The car weighs about 1200kg before conversion and final drive ratio on this car is apparently 4.44 but there are many like cars with a whole range of gearings that look like can be swapped in if needed. It is the sustained hill climb that concerns me and it will be very inconvenient also if I can't hit 100km/h on the more gentle motorway inclines.

Thoughts, calculations anyone?

Also, how does two motors help compared to putting in a bigger motor? Can you do that with AC?


----------



## Jesse67 (May 12, 2009)

You could potentially make that work with your BMW with the separate transmission and differential. I'm not sure if 4.44 would be a low enough gear ratio but it might be close, it will really depend on what motor you pick.

Here's what looks like a good page with the calculations required to figure out your power requirements for climbing that hill. They have a similar example, just pug in your numbers. 
http://arachnoid.com/gravitation_equations/power_energy_gravity.html

Two small DC motors may have the same continuous power handling and torque as a single larger DC motor but generally being smaller diameter they can handle a higher max rpm without self destructing which makes them somewhat better for a direct drive application where you need the bigger rpm range. Two DC motors can also be run off the same controller, but I don't believe two AC motors can, you would need two motors and two controllers.


----------



## Hollie Maea (Dec 9, 2009)

Richard Wood said:


> Also, how does two motors help compared to putting in a bigger motor? Can you do that with AC?


The "Series to Parallel" trick is really a brushed DC thing. By running two motors from a single controller, you can maximize the output of the controller at both low and high speeds. But for AC, you need separate controllers for each motor anyway, from what I know. And the limitation that you are getting around--limited RPM due to voltage limits across the brushes--is a DC only problem.


----------



## Richard Wood (Jun 27, 2008)

Jesse, what about a larger AC motor, does that achieve the same as a larger DC motor might in addressing the low end power and top speed? 
I've also been reading about air cooled AC vs water cooled and wondering if might be better to go water cooled for a more efficient motor or instead go air cooled and include a two-speed gearbox. Thoughts?
Richard


----------



## Jesse67 (May 12, 2009)

The problem with AC motors is availability, there are a variety of smaller air cooled low voltage options like the AC50 from HPEVS with some bigger ones on the way but other options seem to be a bit scarce or very expensive. If you can find one that someone is willing to sell you for a reasonable price other than the AC50 family I think you're doing pretty good.
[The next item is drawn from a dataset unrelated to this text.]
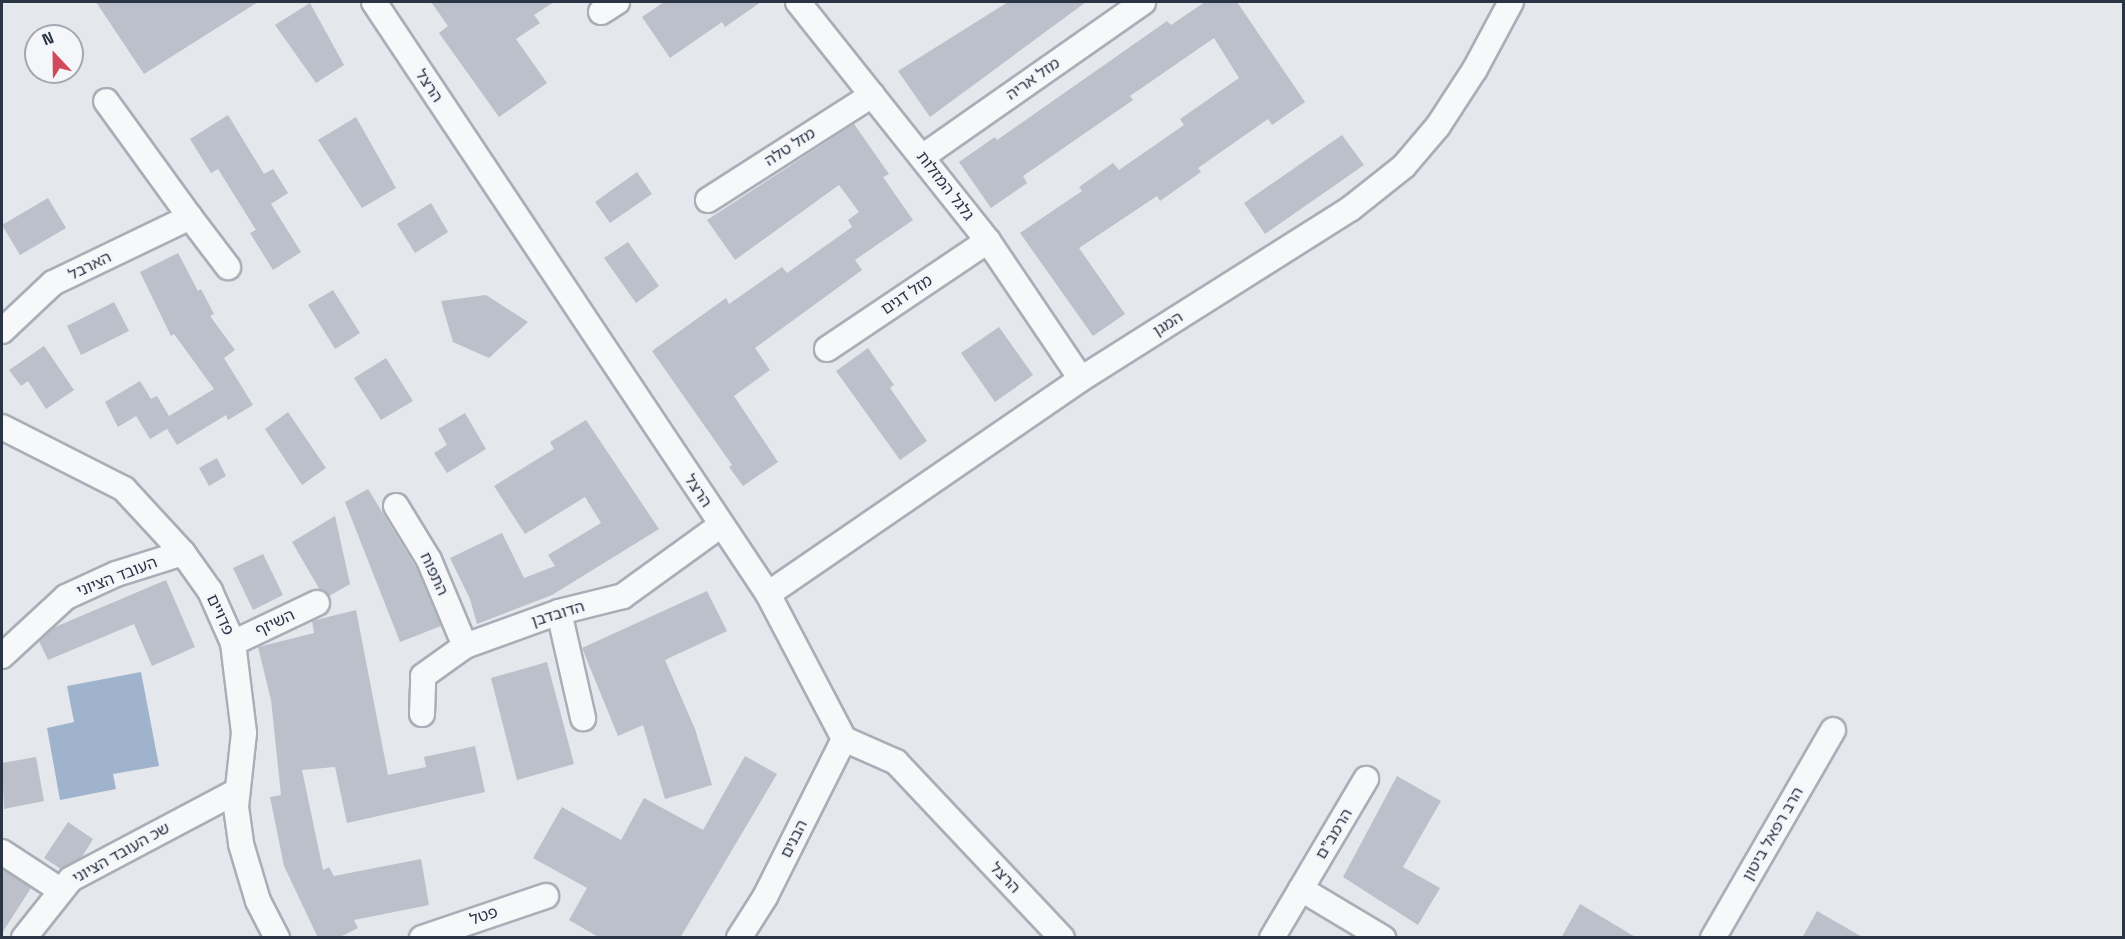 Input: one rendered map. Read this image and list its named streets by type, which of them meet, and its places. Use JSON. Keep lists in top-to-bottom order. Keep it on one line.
{"streets":{"street":["מזל אריה","הרצל","מזל טלה","גלגל המזלות","הארבל","מזל דגים","המגן","התפוח","העובד הציוני","הדובדבן","פדויים","השיזף","הרמב\"ם","הרב רפאל ביטון","הבנים","שכ העובד הציוני","פטל"]},"crossings":[["מזל אריה","גלגל המזלות"],["הרצל","המגן"],["הרצל","הדובדבן"],["הרצל","הבנים"],["מזל טלה","גלגל המזלות"],["גלגל המזלות","מזל דגים"],["גלגל המזלות","המגן"],["התפוח","הדובדבן"],["העובד הציוני","פדויים"],["פדויים","השיזף"],["פדויים","שכ העובד הציוני"]],"north":"top"}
There are lots of DC options though.

A large DC motor will have more torque but a lower top speed, that's why people use two smaller DC motors together, similar torque and power to one larger one but higher rpm capability. Water cooling for any motor will allow more continuous current capability, doesn't affect top speed.

Jesse


----------



## Richard Wood (Jun 27, 2008)

Thanks Jesse, I plugged in numbers into the calculations in the document you referenced. I had the angle wrong as it is 8 percent not 8 degrees. I also went with the GVMR of 1555. I came out with 36 hp at 80km/h, and 46 at 100km/h (that is above the speed limit for that road).
Work energy came i at 2.44 megajoules for the lift.
I just need to understand now what the hp means. I imagine I need to add that to a calculation of what hp is needed to drive the car forward at 80km/h on the flat.
EDIT: Found this equation: Required Hp = Hp (Rolling Resistance) + Hp (drag) + Hp (Hill Climbing) + Hp (acceleration) , and explanation here. 
Cheers
Richard


----------



## mizlplix (May 1, 2011)

*Re: Direct drive or manual trans*

A direct drive application is a tricky one. It requires compromises on all fronts.

"What can you live with?"

In my case, decent performance is a direct drive AC50 in a vehicle no more than 2,000 Lbs in flat terrain with no head wind and gearing in the 10:1 region (with my tire diameter, 32").
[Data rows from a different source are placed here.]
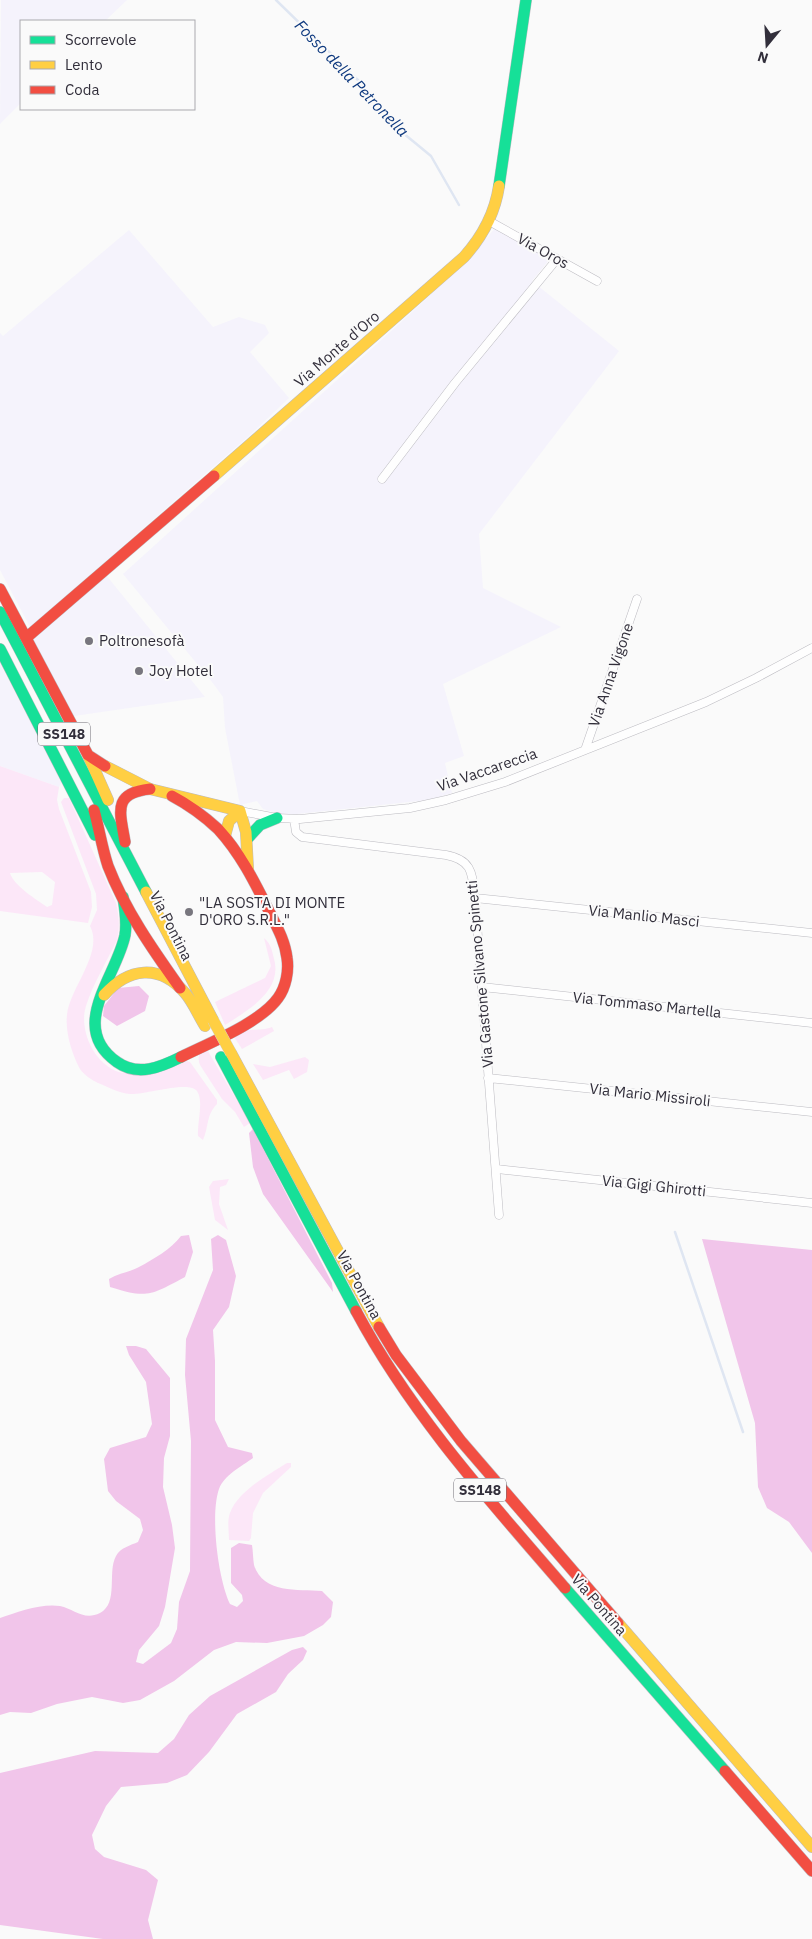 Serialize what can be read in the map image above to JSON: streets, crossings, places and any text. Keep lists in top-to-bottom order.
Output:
{
  "streets": {
    "main road": [
      "Via Monte d'Oro",
      "SS148",
      "Via Vaccareccia",
      "Via Pontina"
    ],
    "street": [
      "Via Oros",
      "Via Anna Vigone",
      "Via Manlio Masci",
      "Via Gastone Silvano Spinetti",
      "Via Tommaso Martella",
      "Via Mario Missiroli",
      "Via Gigi Ghirotti"
    ]
  },
  "crossings": [
    ["Via Oros", "Via Monte d'Oro"],
    ["Via Anna Vigone", "Via Vaccareccia"],
    ["Via Vaccareccia", "Via Gastone Silvano Spinetti"],
    ["Via Manlio Masci", "Via Gastone Silvano Spinetti"],
    ["Via Gastone Silvano Spinetti", "Via Tommaso Martella"],
    ["Via Gastone Silvano Spinetti", "Via Mario Missiroli"],
    ["Via Gastone Silvano Spinetti", "Via Gigi Ghirotti"]
  ],
  "water": ["Fosso della Petronella"],
  "places": ["Poltronesofà", "Joy Hotel", "\"LA SOSTA DI MONTE D'ORO S.R.L.\""],
  "legend": ["Scorrevole", "Lento", "Coda"],
  "north": "bottom"
}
Outside of that, you will need at least two gears. Three if you are dealing with over 3,500 Lbs.

In a 1,900 Lb. car and two gears, I could do zero -60 MPH in 10.5 seconds.
In the same car using high gear only, I could do zero-60 in 12.3 seconds.

A properly geared DC motor could beat that easily as the AC50 is soft on torque in the zero-3,000 RPM range.
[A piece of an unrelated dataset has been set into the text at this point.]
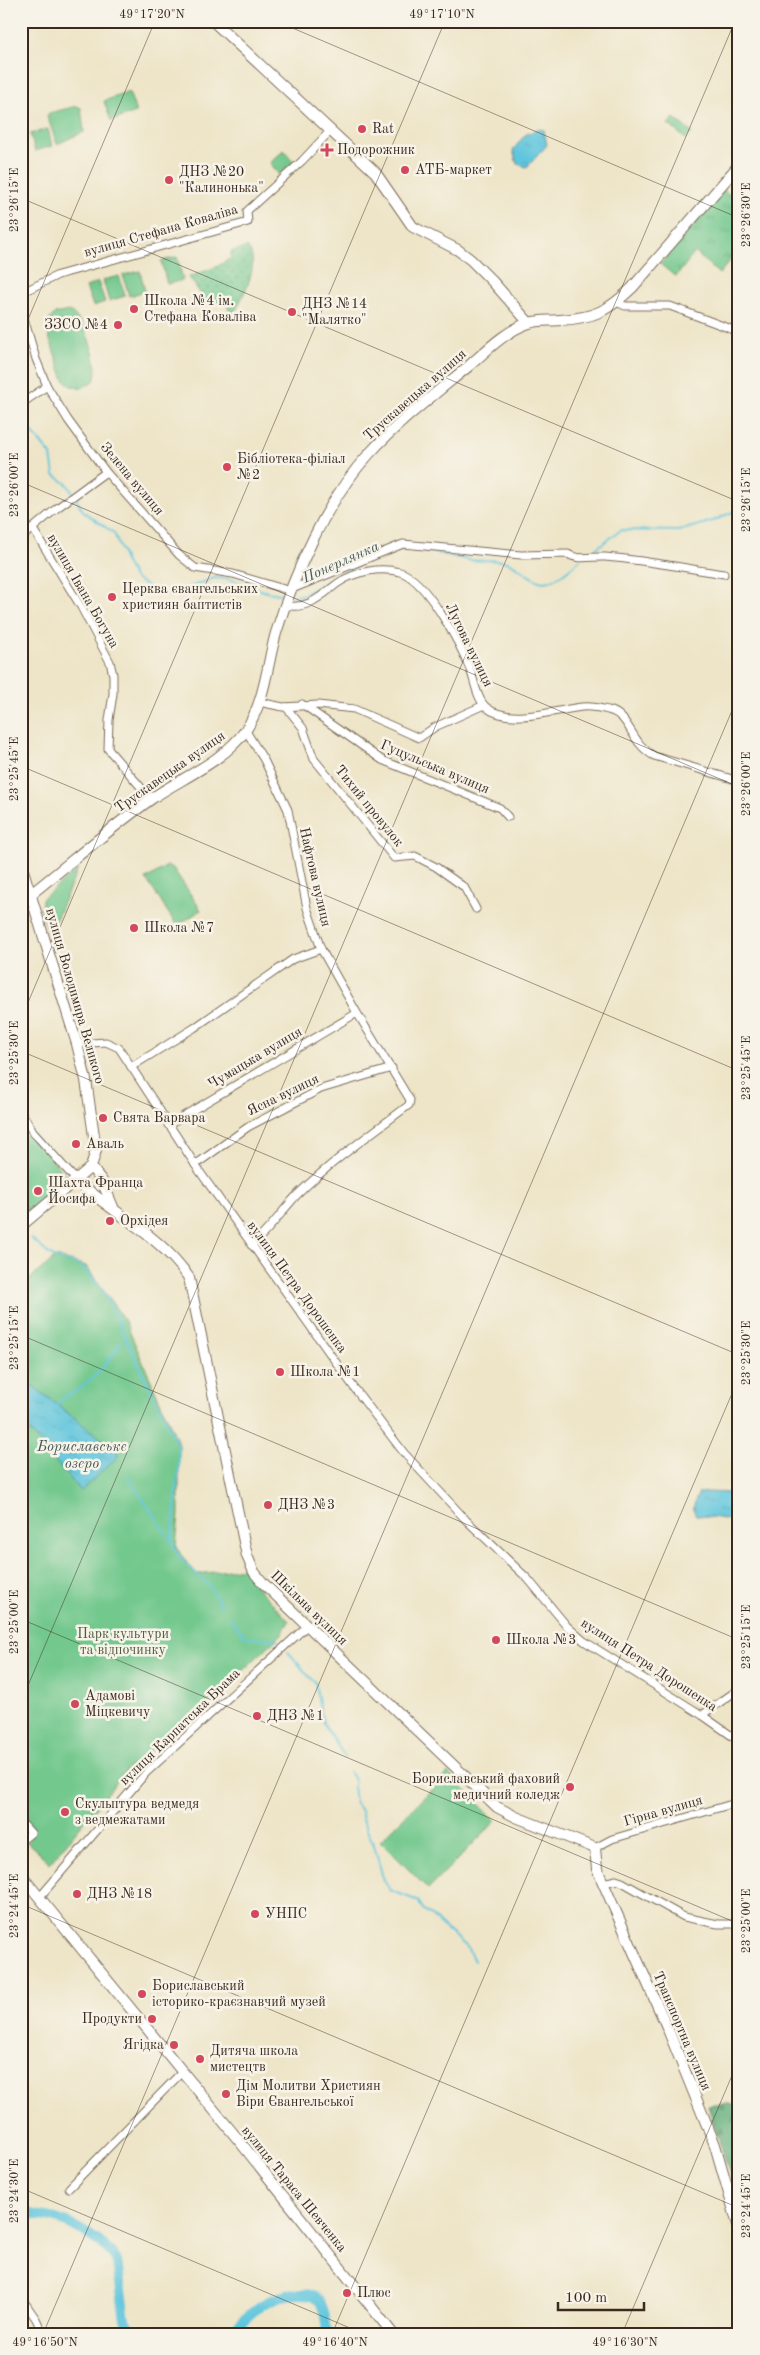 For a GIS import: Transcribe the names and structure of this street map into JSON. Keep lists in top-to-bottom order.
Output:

If you have your heart set on direct drive....Go DC
and pick a top speed and gear for that. It will give 
you your best performance.

I still recommend 2 or 3 gears in any commuter car. 
Traffic, terrain and other conditions are not 
predictable and you need to be able to adapt easily.











The best 2 speed transmission I ever found is this one:
http://www.colemanracing.com/Lightweight-2-speed-
Transmission-P6179.aspx

It weighs 37 lbs.
It has low-high and reverse.
When in high gear it is a straight through power 
flow and does not turn the lower cluster for low
friction.
It shifts on-the-fly without any clutch, so you Clutchless guys are in heaven.

Miz


----------



## Jesse67 (May 12, 2009)

*Re: Direct drive or manual trans*

That's it Richard, what it's missing is drivetrain drag and motor and controller efficiency to get the continuous battery and motor current you'll need to design for. 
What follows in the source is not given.